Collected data
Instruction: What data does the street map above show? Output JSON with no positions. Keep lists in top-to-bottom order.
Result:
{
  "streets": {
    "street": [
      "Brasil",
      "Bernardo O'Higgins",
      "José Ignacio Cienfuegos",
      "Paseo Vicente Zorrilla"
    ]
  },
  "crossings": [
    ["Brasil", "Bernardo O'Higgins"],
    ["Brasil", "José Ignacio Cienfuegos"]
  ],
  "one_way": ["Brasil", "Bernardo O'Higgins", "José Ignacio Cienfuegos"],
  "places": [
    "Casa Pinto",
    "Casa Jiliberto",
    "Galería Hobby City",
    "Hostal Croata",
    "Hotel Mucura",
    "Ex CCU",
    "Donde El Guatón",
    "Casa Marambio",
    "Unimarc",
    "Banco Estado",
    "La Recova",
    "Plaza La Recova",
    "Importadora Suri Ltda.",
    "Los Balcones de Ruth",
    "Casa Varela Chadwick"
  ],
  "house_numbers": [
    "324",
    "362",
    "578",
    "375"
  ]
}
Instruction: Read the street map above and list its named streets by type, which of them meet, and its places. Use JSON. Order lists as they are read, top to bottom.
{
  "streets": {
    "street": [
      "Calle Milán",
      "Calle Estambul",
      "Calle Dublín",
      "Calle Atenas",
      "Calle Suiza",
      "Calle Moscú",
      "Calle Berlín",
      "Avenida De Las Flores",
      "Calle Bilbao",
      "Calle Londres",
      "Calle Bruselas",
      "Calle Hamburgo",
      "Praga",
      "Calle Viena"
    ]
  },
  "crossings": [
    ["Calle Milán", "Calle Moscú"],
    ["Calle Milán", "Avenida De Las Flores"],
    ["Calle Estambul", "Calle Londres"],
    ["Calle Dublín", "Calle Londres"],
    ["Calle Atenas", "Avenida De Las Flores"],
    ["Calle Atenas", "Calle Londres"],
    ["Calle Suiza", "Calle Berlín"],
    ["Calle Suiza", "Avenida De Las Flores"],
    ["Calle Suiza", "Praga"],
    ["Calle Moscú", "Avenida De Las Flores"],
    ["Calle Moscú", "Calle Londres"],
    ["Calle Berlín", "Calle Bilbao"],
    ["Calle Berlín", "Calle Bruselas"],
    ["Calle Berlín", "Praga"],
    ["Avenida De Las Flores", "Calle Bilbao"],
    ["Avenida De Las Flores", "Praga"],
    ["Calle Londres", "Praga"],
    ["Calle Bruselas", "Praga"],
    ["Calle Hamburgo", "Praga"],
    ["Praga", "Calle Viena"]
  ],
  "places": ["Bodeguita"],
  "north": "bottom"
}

## Task directions
Quote every line of the data, word for word.

## Response area
Instruction: What data does the street map above show? Output JSON with no positions. Keep lists in top-to-bottom order.
Result:
{
  "streets": {
    "street": [
      "Brasil",
      "Bernardo O'Higgins",
      "José Ignacio Cienfuegos",
      "Paseo Vicente Zorrilla"
    ]
  },
  "crossings": [
    ["Brasil", "Bernardo O'Higgins"],
    ["Brasil", "José Ignacio Cienfuegos"]
  ],
  "one_way": ["Brasil", "Bernardo O'Higgins", "José Ignacio Cienfuegos"],
  "places": [
    "Casa Pinto",
    "Casa Jiliberto",
    "Galería Hobby City",
    "Hostal Croata",
    "Hotel Mucura",
    "Ex CCU",
    "Donde El Guatón",
    "Casa Marambio",
    "Unimarc",
    "Banco Estado",
    "La Recova",
    "Plaza La Recova",
    "Importadora Suri Ltda.",
    "Los Balcones de Ruth",
    "Casa Varela Chadwick"
  ],
  "house_numbers": [
    "324",
    "362",
    "578",
    "375"
  ]
}
Instruction: Read the street map above and list its named streets by type, which of them meet, and its places. Use JSON. Order lists as they are read, top to bottom.
{
  "streets": {
    "street": [
      "Calle Milán",
      "Calle Estambul",
      "Calle Dublín",
      "Calle Atenas",
      "Calle Suiza",
      "Calle Moscú",
      "Calle Berlín",
      "Avenida De Las Flores",
      "Calle Bilbao",
      "Calle Londres",
      "Calle Bruselas",
      "Calle Hamburgo",
      "Praga",
      "Calle Viena"
    ]
  },
  "crossings": [
    ["Calle Milán", "Calle Moscú"],
    ["Calle Milán", "Avenida De Las Flores"],
    ["Calle Estambul", "Calle Londres"],
    ["Calle Dublín", "Calle Londres"],
    ["Calle Atenas", "Avenida De Las Flores"],
    ["Calle Atenas", "Calle Londres"],
    ["Calle Suiza", "Calle Berlín"],
    ["Calle Suiza", "Avenida De Las Flores"],
    ["Calle Suiza", "Praga"],
    ["Calle Moscú", "Avenida De Las Flores"],
    ["Calle Moscú", "Calle Londres"],
    ["Calle Berlín", "Calle Bilbao"],
    ["Calle Berlín", "Calle Bruselas"],
    ["Calle Berlín", "Praga"],
    ["Avenida De Las Flores", "Calle Bilbao"],
    ["Avenida De Las Flores", "Praga"],
    ["Calle Londres", "Praga"],
    ["Calle Bruselas", "Praga"],
    ["Calle Hamburgo", "Praga"],
    ["Praga", "Calle Viena"]
  ],
  "places": ["Bodeguita"],
  "north": "bottom"
}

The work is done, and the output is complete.